The following is the text of the very last Unger Report from NPR's "Day to Day." In the coming weeks, Brian's commentaries will continue with a podcast on iTunes and updates on this blog. So stay tuned. And to make sure you don't miss anything, sign up for the Unger Report feed on the right.
The idea was to take a former correspondent from The Daily Show, and give him a few minutes each week to poke fun at the political and cultural goings-on in America.
…To allow on Mondays a tier-3 basic cable TV clown a few moments to amuse the dedicated, serious, intelligent listeners of public radio on its newest program Day to Day.
What a disaster that experiment turned out to be.
Despite the letters demanding NPR pull me off the air, and listener emails with comments like:
Drive off a cliff
Stick needles in my ears
In spite of the guy who wrote “I fucking hate the Unger Report," I persevered - mainly because no other contributor wanted to wake up at 4:30 every Monday morning.

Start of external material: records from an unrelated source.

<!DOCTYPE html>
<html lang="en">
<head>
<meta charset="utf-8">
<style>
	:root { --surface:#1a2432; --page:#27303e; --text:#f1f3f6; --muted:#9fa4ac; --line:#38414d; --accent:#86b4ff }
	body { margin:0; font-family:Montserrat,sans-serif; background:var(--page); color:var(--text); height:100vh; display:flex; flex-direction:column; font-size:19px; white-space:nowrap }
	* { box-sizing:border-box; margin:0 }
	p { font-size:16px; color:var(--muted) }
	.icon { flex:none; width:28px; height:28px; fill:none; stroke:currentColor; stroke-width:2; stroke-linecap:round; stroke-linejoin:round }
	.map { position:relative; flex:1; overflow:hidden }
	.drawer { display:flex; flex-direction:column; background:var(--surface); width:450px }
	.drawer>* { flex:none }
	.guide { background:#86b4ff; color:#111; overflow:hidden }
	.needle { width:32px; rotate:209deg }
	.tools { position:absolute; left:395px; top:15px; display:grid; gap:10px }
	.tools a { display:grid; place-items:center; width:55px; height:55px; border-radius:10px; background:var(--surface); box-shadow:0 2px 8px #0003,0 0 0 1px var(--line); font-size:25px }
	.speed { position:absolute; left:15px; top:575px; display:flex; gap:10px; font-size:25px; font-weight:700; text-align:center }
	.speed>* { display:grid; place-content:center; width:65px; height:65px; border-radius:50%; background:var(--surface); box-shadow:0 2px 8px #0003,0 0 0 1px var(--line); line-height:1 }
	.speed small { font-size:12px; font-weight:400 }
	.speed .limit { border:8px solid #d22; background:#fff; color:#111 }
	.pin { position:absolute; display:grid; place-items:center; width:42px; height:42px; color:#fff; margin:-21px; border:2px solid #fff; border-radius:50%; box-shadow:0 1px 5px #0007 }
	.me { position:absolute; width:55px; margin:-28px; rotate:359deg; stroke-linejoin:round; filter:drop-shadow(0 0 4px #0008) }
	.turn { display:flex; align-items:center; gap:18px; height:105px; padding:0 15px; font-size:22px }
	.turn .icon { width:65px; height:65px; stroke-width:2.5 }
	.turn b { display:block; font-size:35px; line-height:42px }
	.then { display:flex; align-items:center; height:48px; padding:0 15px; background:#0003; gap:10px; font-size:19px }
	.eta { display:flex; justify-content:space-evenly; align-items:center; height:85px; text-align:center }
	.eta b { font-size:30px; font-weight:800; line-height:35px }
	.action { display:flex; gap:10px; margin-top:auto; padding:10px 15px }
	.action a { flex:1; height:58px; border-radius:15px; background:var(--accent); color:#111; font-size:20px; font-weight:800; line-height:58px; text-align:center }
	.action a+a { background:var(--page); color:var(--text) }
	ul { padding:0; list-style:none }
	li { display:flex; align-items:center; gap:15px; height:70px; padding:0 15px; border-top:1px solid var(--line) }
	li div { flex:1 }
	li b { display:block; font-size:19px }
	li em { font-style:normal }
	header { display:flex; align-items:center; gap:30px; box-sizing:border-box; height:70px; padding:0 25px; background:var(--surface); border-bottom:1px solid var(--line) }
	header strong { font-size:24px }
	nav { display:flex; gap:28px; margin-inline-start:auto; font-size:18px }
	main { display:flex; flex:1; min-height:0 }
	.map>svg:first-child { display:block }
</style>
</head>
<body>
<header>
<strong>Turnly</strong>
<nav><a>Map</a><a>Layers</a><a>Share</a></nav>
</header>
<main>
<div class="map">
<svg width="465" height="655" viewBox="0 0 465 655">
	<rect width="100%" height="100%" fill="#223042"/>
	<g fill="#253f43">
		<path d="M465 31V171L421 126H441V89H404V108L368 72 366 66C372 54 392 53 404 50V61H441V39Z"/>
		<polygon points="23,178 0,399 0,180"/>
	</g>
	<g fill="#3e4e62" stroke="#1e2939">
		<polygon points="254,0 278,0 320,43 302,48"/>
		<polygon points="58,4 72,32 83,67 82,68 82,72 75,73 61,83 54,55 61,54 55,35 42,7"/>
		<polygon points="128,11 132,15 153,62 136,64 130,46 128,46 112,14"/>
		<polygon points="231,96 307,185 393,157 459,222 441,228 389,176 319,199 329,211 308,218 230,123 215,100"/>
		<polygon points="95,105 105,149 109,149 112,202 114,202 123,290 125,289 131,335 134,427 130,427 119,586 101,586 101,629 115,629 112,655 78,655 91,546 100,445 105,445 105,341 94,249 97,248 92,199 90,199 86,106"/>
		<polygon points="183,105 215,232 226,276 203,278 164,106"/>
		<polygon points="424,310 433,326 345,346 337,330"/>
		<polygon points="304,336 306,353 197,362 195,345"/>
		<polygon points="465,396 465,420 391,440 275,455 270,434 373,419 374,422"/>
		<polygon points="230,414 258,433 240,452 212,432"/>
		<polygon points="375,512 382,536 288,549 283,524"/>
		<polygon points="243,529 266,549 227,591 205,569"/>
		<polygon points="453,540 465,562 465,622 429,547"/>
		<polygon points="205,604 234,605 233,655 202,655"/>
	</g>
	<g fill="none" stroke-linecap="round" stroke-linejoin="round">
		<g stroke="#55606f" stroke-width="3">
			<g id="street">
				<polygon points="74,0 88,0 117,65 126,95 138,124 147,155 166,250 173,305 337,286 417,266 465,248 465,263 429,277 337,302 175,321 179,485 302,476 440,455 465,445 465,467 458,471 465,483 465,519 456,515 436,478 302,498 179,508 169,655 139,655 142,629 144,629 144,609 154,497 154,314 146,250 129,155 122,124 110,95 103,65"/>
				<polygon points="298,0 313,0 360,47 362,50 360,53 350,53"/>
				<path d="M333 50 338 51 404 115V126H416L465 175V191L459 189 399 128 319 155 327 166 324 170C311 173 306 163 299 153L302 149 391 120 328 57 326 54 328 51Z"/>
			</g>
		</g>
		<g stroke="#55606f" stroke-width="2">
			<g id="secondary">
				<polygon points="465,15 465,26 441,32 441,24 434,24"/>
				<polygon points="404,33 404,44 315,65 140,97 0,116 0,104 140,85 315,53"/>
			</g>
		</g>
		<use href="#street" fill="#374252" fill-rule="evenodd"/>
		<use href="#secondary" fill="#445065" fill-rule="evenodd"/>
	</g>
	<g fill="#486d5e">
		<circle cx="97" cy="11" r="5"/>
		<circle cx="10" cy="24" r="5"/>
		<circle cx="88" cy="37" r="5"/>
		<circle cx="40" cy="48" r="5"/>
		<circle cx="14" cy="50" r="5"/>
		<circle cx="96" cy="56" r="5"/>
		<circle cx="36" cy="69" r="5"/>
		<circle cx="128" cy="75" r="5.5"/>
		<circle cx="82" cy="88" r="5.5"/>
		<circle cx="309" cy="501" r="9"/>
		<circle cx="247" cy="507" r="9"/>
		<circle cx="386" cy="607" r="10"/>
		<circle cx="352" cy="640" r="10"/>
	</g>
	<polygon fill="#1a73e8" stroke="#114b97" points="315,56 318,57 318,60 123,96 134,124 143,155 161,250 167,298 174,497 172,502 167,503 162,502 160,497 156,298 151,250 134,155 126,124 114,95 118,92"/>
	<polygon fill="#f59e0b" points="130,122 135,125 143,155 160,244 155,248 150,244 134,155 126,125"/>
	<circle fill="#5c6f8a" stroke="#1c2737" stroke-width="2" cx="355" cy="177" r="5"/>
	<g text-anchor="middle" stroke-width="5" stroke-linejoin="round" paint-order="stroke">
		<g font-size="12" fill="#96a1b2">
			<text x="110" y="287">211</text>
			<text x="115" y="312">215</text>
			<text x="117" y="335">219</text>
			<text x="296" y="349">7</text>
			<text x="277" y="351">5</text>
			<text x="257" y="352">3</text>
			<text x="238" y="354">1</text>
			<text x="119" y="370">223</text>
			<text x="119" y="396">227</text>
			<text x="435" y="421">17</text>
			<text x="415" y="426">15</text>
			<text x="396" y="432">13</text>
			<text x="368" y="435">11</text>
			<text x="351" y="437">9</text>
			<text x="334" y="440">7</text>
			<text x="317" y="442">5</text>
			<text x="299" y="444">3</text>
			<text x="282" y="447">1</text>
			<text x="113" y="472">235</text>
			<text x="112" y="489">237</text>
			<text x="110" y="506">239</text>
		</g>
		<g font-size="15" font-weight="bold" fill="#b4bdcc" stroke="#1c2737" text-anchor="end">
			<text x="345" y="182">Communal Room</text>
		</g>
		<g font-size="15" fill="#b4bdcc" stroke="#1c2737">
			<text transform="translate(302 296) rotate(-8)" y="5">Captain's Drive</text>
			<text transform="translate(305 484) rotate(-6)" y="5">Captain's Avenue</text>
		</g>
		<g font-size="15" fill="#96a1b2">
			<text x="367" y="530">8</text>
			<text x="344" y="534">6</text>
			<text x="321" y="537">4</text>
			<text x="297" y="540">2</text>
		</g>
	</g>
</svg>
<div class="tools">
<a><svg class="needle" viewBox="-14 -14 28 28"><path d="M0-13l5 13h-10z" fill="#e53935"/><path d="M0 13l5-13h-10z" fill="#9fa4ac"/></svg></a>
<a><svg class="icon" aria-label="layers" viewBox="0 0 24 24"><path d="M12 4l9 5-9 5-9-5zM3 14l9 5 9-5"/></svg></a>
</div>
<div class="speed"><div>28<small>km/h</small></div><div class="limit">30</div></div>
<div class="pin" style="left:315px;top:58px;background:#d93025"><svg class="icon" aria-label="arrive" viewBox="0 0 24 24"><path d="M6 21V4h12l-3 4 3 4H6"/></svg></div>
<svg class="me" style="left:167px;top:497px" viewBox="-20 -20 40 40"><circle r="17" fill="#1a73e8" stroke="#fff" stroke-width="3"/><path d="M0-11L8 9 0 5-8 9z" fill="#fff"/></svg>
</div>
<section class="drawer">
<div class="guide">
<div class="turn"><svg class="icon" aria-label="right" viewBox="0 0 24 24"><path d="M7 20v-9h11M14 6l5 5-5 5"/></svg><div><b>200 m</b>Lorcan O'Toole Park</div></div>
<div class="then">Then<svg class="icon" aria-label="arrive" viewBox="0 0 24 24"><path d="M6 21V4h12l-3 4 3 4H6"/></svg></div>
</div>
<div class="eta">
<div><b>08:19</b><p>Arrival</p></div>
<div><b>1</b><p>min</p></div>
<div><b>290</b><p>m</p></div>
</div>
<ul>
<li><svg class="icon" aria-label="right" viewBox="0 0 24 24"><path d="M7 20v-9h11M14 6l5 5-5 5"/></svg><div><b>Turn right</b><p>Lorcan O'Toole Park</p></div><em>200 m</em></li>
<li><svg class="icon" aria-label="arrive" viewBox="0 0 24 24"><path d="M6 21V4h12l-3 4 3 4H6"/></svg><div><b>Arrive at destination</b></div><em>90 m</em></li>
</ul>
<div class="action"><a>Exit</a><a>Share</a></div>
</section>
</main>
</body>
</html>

And so began a 6-year odyssey of trying to perform comedy alone in a soundproof room. My dream had finally come true.
No story would be off limits. I was given free reign to poke fun at anything, any topic, any person as long as it didn’t insult listeners who donated money to public radio, members of congress who controlled funding to public radio, the FCC, Republicans, Republican listeners who donated money to public radio, Republican members of Congress who controlled funding to public radio, Republican FCC commissioners... and Nina Totenberg.
But I realized quickly that satirizing people, stories and events that had already been satirized all week long by Letterman, Leno, Kimmel, Colbert, Stewart, the entire cast of Saturday Night Live, Bill Maher, Conan O’Brien, Harry Shearer, Garrison Keiler, Peter Sagel, Frank Rich, Maureen Dowd, 9000 columnists, 2.6 million bloggers, and my drinking buddy Neal –- it was going to be difficult.
Yet I stuck with it. Mainly for the money. And NPR, and most of all – senior producer Steve Proffitt -- stuck with me. I will always be grateful to Steve for making me better.
I want to thank NPR for allowing me these few minutes each week, and despite calling me “slightly confused” and never giving me a raise in 6 years, gave me something no one can put a price on – meeting Noah Adams and seeing Alex Chadwick in biking shorts.
To Madeleine Brand and Alex Cohen who were forced to introduce me each week despite their better journalistic instincts, and to the staff of Day to Day, thank you.
But most of all, thank you to the listeners of National Public Radio. It has been an honor.
And now it’s time for me to drive away from NPR West, and in my rearview mirror as the NPR sign fades in the distance, I’ll think to myself, thank you God for letting me sleep in on Mondays.
Most importantly –- I hope that listeners who didn’t drive off a cliff or stick needles in their ears will follow me here in the coming weeks to UngerReport.com for more.
And that was the Unger Report -- for now. I’m Brian Unger.